Toe Tapping Tuesday

As part of our ongoing welcome back from friends, a buddy of ours texted late last week with an invitation to go to the Jim German bar in Waitsburg, about 20 minutes east of Walla Walla. I’ve written about the town in this blog before, for its quaint two-block downtown and its anti-abortion protesters, who seem to assemble at random on the main corner in town. It does have a few good eateries, like the Whoop ‘Em Up cafe (low country Southern cuisine) and the Whetstone Public House, which I like to call “classy pioneer.” The Jim German bar isn’t a German tavern at all, it’s a what-is-it-doing-so-far-from-the-city nightclub of clean lines and pretentiously prepared drinks that one should sip with pinkie extended, or at least with a semblance of attitude. And when wearing a lot of black.

Echoes of a more complex city aside, this is still a small town, and like most proprietors in a small town in the tourism off-season, which this is, they’ll think nothing of boarding up the shop for a few weeks to give themselves a staycation. So it was that when we walked up to the bar, well, the dream of genteel relaxation amongst tea candles died a quiet death. I suggested we go to Laht Neppur, the other place about which I’ve written in past posts.

This is most definitely a proletariat establishment. Hulled peanuts line the floor, a crunchy, scented carpet that works hard to absorb the pervasive beer flavor, and as already suggested, loses this battle on a regular basis. The brewmaster is sometimes on hand to talk about his beers, and the enormous stainless steel fermentation tanks are viewable from the patio furniture that comprises the service tables inside. It’s like being indoors and outside all at the same time.
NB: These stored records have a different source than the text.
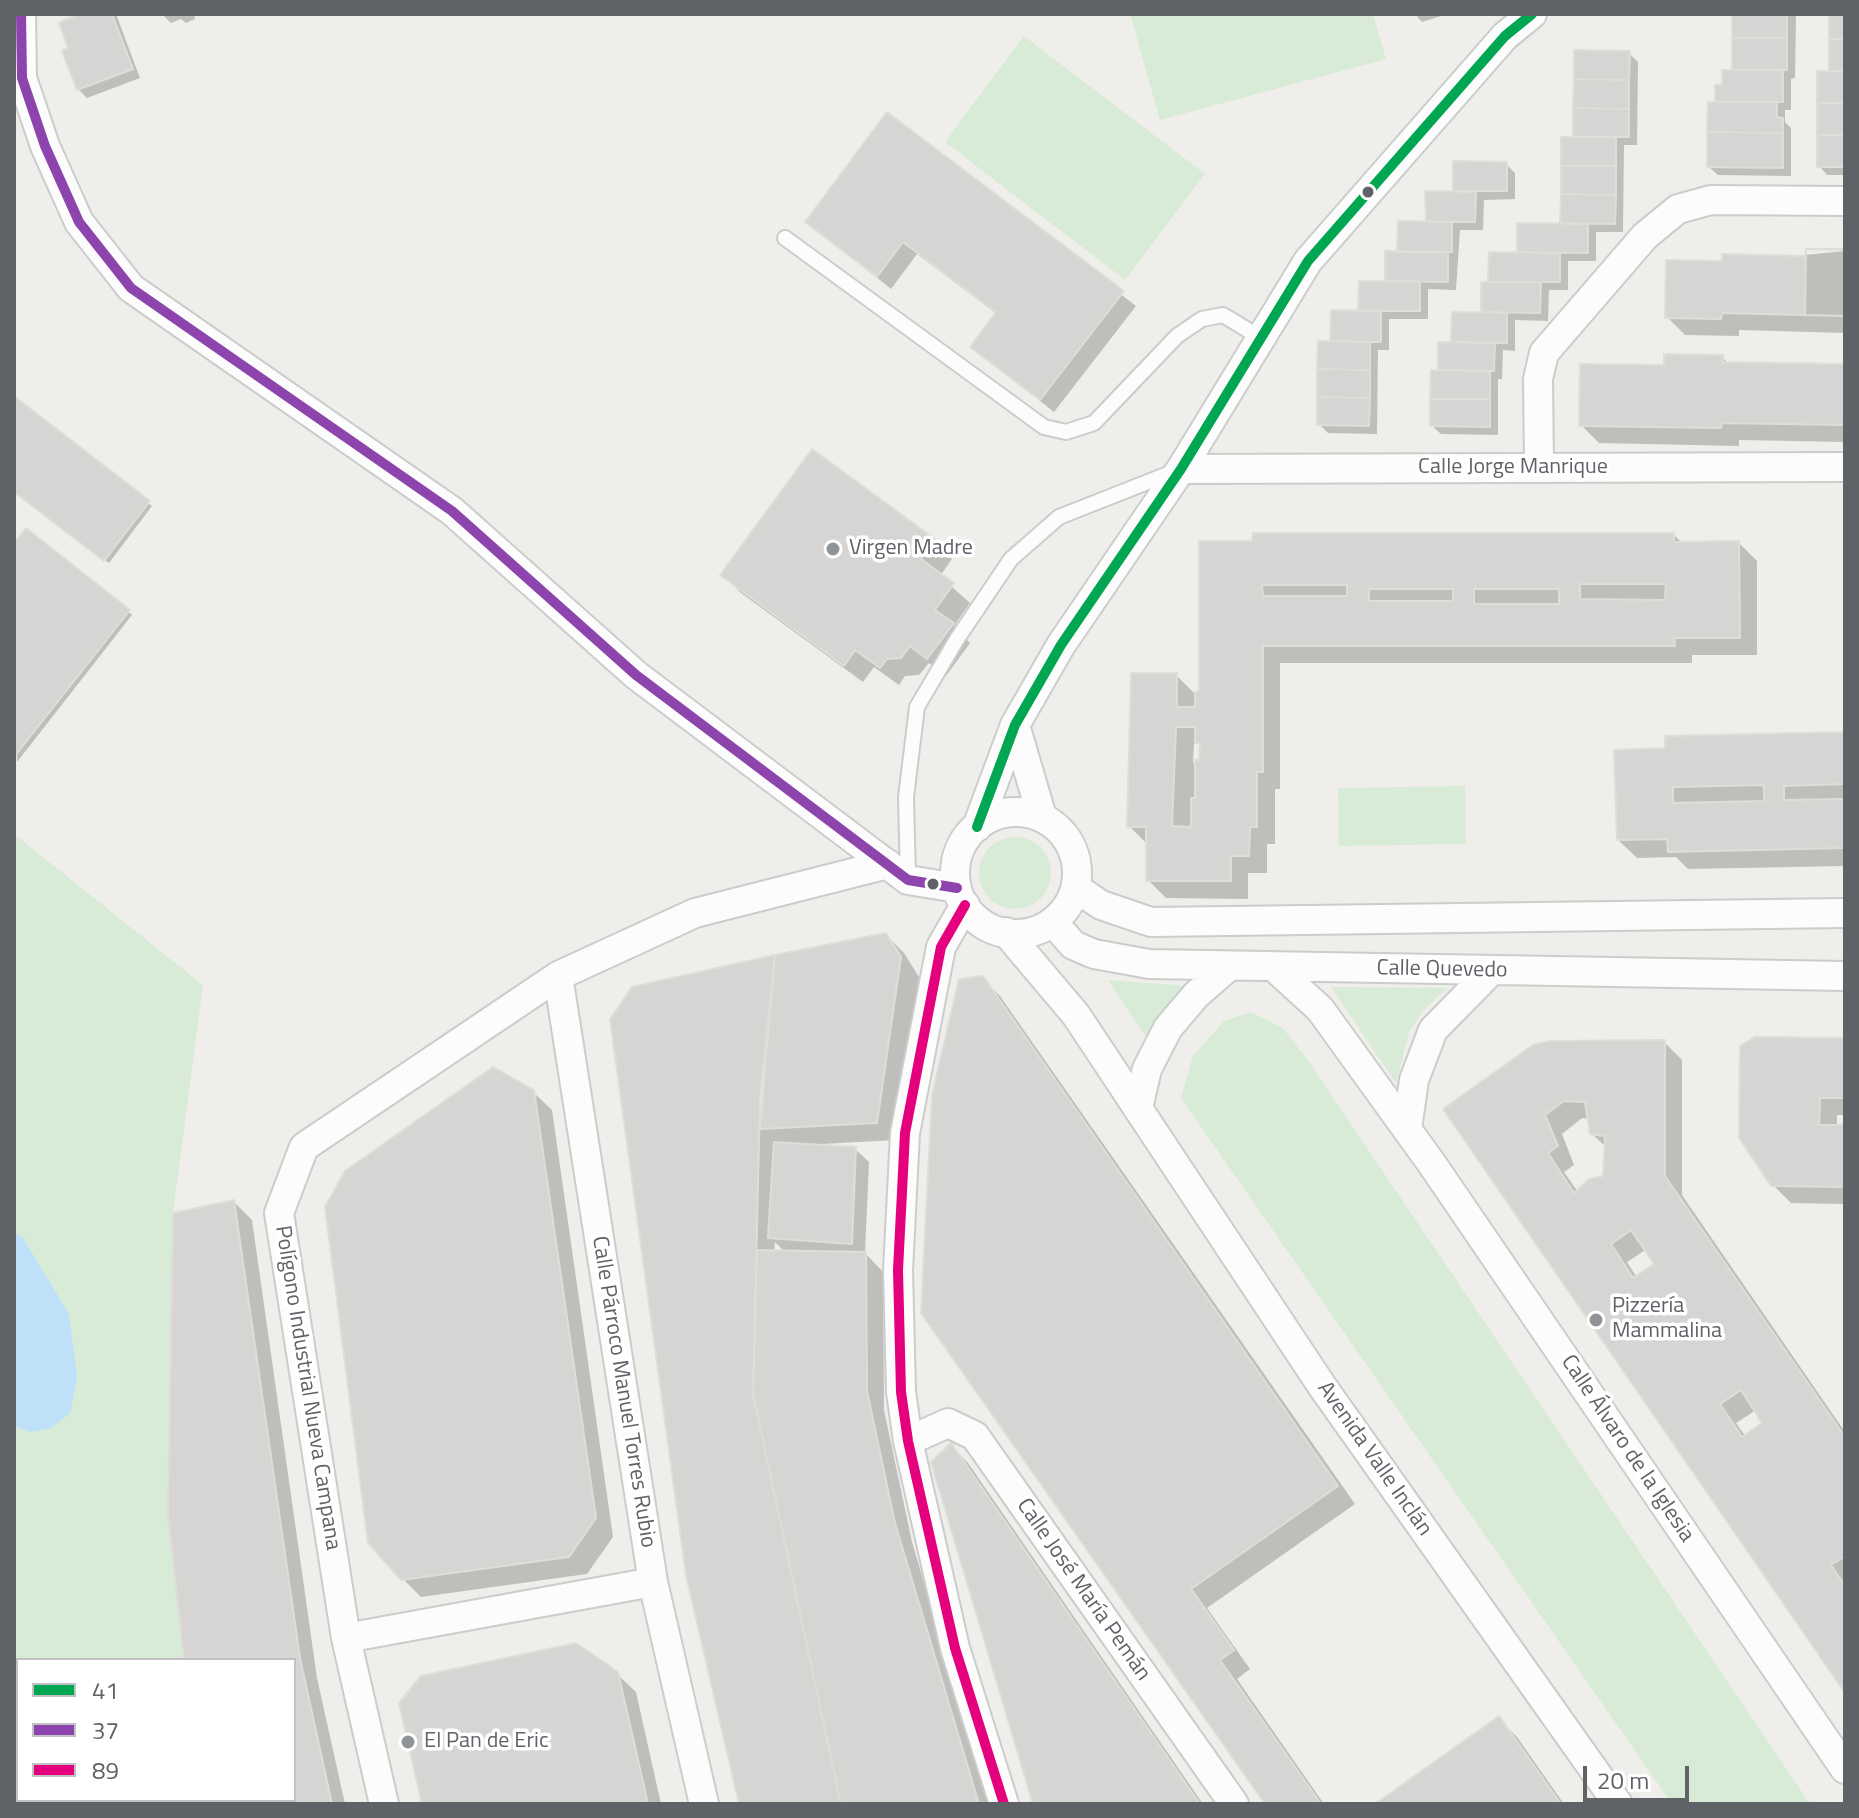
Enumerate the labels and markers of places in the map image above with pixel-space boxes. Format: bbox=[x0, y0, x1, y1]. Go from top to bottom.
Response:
unlabelled marker bbox=[1360, 184, 1376, 200]
place label: Virgen Madre bbox=[849, 536, 973, 562]
marker: Virgen Madre bbox=[824, 540, 842, 558]
unlabelled marker bbox=[925, 876, 941, 892]
place label: Pizzería Mammalina bbox=[1612, 1294, 1722, 1346]
marker: Pizzería Mammalina bbox=[1587, 1311, 1605, 1329]
place label: El Pan de Eric bbox=[424, 1729, 548, 1755]
marker: El Pan de Eric bbox=[399, 1733, 417, 1751]

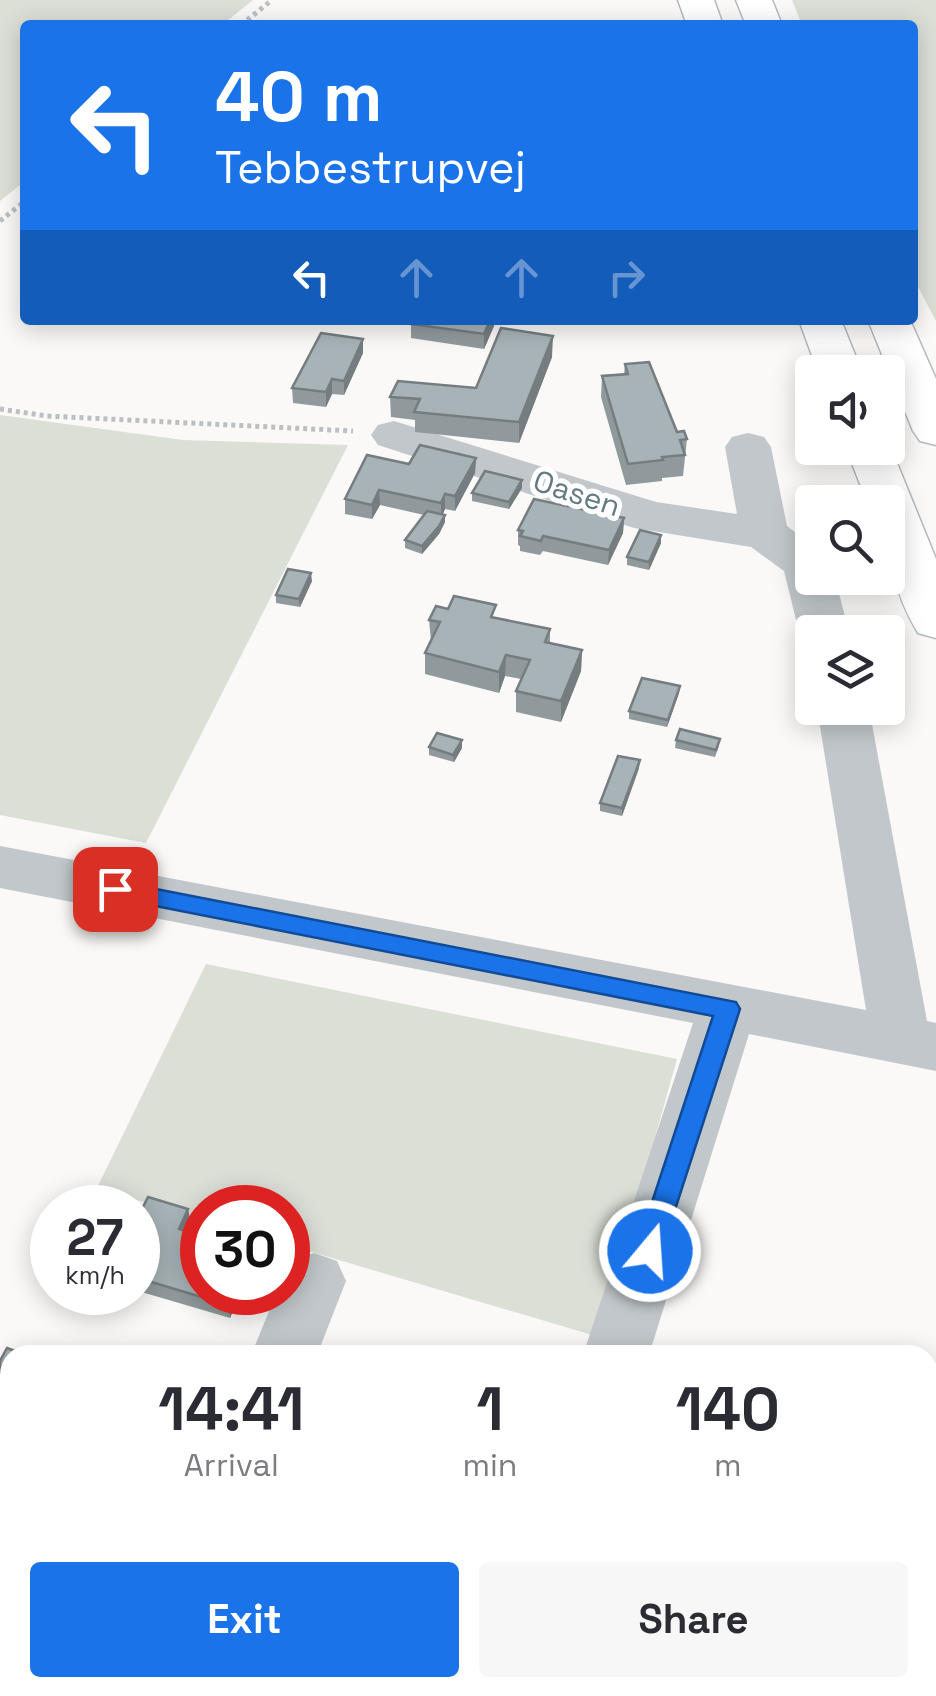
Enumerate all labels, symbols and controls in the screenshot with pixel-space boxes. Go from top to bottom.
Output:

Our waitress agreed to bring us a bowl of peanuts and in exchange for some green-tinted paper, a large pizza with half of Wisconsin’s cheese supply. I tried their new stout, the “Toe Tingler,” but most of the way through my pint, I forgot the name, calling it the Toe Tapper, which sounded just fine to my ear. We were thusly informed by another waitstaff member that patrons have been making up all sorts of names for the beer. I think they should create a contest like the National Zoo does to name all of the Chinese panda babies, but then again, nobody ever really wins those things.

This downshift from quiet luxury to loud yeastiness suited us just fine, and when the impromptu harmonica and fiddle playing broke out in the corner, I think my toes tingled. I mean, tapped.